Sibut : Les 5 ministres de la Séléka retenus par les rebelles

Bangui, 18 mars 13 (RJDH) – Les cinq ministres de la rébellion Séléka qui ont intégré le gouvernement d’union nationale ont été retenus hier à Sibut (centre), par les rebelles, en signe de protestation de non application des accords de Libreville. Les rebelles ont également donné un ultimatum de 72 heures au président Bozizé d’accéder à leur revendication, sinon ils vont reprendre les hostilités en s’emparant de la capitale Bangui.

Les ministres de la Séléka étaient en mission de sensibilisation avec les représentants de la communauté internationale.
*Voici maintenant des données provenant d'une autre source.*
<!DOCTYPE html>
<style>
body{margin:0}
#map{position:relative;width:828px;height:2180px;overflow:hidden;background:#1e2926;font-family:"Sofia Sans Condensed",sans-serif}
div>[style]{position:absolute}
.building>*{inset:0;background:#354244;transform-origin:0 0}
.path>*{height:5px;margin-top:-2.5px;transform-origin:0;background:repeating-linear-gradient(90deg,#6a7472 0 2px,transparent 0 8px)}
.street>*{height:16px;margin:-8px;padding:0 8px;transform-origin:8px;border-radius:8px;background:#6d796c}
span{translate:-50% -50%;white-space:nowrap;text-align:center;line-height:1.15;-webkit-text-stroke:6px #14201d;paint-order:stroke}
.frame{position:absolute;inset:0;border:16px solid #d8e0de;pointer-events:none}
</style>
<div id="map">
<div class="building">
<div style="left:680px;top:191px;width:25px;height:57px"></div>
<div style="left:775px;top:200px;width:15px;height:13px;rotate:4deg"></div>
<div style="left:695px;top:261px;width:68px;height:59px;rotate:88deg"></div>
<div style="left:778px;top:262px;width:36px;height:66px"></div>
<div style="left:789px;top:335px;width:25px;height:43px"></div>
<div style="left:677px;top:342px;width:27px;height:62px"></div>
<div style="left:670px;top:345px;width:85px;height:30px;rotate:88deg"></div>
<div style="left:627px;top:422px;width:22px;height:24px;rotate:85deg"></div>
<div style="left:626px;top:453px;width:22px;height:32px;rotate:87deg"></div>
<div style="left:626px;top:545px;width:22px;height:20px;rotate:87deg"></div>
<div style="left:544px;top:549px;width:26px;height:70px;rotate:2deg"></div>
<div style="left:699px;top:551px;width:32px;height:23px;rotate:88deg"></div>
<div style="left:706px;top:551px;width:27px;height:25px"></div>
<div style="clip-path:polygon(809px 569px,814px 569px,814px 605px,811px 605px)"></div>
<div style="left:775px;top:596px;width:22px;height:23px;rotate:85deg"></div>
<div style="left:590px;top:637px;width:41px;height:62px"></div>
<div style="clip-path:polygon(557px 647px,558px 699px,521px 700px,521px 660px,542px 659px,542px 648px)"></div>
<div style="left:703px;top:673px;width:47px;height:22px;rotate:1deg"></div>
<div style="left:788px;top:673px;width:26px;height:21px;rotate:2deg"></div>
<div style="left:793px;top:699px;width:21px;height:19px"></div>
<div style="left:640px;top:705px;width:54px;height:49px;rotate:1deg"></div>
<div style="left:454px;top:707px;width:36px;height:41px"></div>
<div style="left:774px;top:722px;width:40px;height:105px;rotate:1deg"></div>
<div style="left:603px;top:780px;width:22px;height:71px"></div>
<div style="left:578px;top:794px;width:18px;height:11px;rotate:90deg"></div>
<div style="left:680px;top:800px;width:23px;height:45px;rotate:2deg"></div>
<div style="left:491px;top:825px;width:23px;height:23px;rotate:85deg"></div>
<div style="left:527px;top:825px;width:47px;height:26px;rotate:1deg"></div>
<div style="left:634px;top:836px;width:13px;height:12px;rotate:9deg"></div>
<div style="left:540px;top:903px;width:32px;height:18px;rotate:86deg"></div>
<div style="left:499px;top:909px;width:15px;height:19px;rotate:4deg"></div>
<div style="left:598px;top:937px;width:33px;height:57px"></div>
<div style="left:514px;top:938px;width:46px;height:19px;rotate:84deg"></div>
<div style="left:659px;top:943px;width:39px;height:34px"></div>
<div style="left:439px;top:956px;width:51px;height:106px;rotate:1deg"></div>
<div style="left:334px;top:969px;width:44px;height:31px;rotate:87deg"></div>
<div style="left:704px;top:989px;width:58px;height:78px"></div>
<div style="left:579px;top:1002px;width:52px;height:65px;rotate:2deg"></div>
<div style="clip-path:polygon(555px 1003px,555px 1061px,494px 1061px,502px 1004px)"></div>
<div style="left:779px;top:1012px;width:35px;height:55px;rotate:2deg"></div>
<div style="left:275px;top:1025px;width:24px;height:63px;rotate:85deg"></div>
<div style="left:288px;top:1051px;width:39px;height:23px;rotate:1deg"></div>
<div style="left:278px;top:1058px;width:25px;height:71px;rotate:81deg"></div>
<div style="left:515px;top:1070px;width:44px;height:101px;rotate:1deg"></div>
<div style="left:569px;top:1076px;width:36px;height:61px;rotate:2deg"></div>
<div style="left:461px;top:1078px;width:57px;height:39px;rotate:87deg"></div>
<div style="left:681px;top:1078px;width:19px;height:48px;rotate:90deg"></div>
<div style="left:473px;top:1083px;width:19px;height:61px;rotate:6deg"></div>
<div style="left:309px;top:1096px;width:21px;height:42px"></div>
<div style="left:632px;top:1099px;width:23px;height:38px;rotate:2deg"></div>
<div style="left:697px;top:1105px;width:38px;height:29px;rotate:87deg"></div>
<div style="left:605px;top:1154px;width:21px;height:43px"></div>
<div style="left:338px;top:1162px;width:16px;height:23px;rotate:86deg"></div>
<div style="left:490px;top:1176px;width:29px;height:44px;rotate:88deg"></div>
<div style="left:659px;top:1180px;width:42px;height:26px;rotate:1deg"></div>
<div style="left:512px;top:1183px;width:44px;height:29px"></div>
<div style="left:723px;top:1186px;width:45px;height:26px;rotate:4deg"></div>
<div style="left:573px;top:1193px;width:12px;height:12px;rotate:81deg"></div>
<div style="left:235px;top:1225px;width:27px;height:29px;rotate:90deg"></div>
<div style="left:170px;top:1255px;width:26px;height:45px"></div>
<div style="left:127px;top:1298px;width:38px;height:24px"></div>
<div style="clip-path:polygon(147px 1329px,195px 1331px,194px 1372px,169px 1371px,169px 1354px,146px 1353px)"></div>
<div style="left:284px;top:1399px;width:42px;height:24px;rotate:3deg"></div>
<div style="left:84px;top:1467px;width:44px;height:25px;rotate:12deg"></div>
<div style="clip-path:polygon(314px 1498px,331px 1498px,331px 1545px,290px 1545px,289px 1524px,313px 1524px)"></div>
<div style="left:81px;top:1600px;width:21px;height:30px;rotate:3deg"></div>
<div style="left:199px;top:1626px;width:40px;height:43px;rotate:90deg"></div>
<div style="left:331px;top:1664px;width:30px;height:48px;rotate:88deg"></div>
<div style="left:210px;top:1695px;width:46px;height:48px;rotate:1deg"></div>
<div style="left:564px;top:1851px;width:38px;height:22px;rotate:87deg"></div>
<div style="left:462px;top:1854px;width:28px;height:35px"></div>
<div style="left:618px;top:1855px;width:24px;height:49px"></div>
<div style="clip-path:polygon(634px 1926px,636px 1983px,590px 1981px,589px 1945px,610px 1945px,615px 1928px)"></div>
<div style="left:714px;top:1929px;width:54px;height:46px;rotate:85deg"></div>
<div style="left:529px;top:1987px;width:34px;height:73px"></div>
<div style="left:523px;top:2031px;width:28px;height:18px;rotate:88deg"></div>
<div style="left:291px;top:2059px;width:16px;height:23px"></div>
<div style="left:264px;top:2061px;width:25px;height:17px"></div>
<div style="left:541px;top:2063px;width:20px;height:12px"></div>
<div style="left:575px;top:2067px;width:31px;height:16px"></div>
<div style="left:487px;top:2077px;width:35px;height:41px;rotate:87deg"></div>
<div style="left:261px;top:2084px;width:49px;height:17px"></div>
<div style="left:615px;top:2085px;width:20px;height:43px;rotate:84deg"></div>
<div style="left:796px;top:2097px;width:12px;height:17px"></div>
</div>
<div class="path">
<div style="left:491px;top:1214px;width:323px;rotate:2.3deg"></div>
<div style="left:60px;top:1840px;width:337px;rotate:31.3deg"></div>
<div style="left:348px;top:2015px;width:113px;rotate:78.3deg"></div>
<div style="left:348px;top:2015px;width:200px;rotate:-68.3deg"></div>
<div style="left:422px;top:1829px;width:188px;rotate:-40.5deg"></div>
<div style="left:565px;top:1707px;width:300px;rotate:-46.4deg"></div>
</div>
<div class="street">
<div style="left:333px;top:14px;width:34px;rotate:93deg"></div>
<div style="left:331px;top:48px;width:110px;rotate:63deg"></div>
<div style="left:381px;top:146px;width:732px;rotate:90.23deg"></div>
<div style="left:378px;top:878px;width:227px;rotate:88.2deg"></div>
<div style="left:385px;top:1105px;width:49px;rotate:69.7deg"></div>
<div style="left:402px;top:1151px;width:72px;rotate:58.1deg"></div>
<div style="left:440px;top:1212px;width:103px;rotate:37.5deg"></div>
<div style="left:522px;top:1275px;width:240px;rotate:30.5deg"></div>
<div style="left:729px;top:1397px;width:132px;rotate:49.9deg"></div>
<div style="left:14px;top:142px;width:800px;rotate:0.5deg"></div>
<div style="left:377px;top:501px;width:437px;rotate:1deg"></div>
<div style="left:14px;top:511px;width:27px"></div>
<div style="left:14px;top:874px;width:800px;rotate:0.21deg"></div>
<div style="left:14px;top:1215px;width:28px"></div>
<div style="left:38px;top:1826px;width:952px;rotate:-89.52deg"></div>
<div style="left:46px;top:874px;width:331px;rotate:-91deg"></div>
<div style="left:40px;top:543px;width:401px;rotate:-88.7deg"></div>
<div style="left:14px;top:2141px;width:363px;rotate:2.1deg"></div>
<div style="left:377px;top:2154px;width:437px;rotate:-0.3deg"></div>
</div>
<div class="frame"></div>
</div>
L’objectif de la mission était de discuter avec les rebelles du processus de paix et des conditions de leur désarmement et démobilisation. Les ministres qui ont été maintenus ne se sont pas opposés à la décision de leurs membres. La mission vise également à présenter aux rebelles, le Général Noel Léon Essongo, représentant du médiateur de la crise, le président congolais Dénis Sassou Nguesso.

Sur place, les rebelles ont fait part de leur mécontentement concernant le non respect des accords signés le 11 janvier à Libreville, par le camp du président Bozizé. Ils insistent pour que les prisonniers politiques soient libérés, que leurs grades soient validés par un décret signé du président Bozizé et l’intégration immédiate de quelques 2000 de leurs combattants dans l’armée nationale. L’Etat major de la coalition Séléka veut aussi que les troupes sud-africaines présentes dans le pays soient rapatriées comme a été prévu dans les accords de Libreville.

Les ministres qui ne se sont pas opposés aux décisions de leurs éléments ont fait savoir par la voix de Michel Djotodja, vice Premier ministre et ministre de la défense, également président de la coalition Séléka, que « c’est l’Etat major qui l’a décidé ainsi. Nous ne sommes que ses représentants à Bangui. S’il veut qu’on reste là, nous allons le faire et c’est au Président Bozizé d’accéder aux revendications des éléments, pour éviter d’autres désagréments ».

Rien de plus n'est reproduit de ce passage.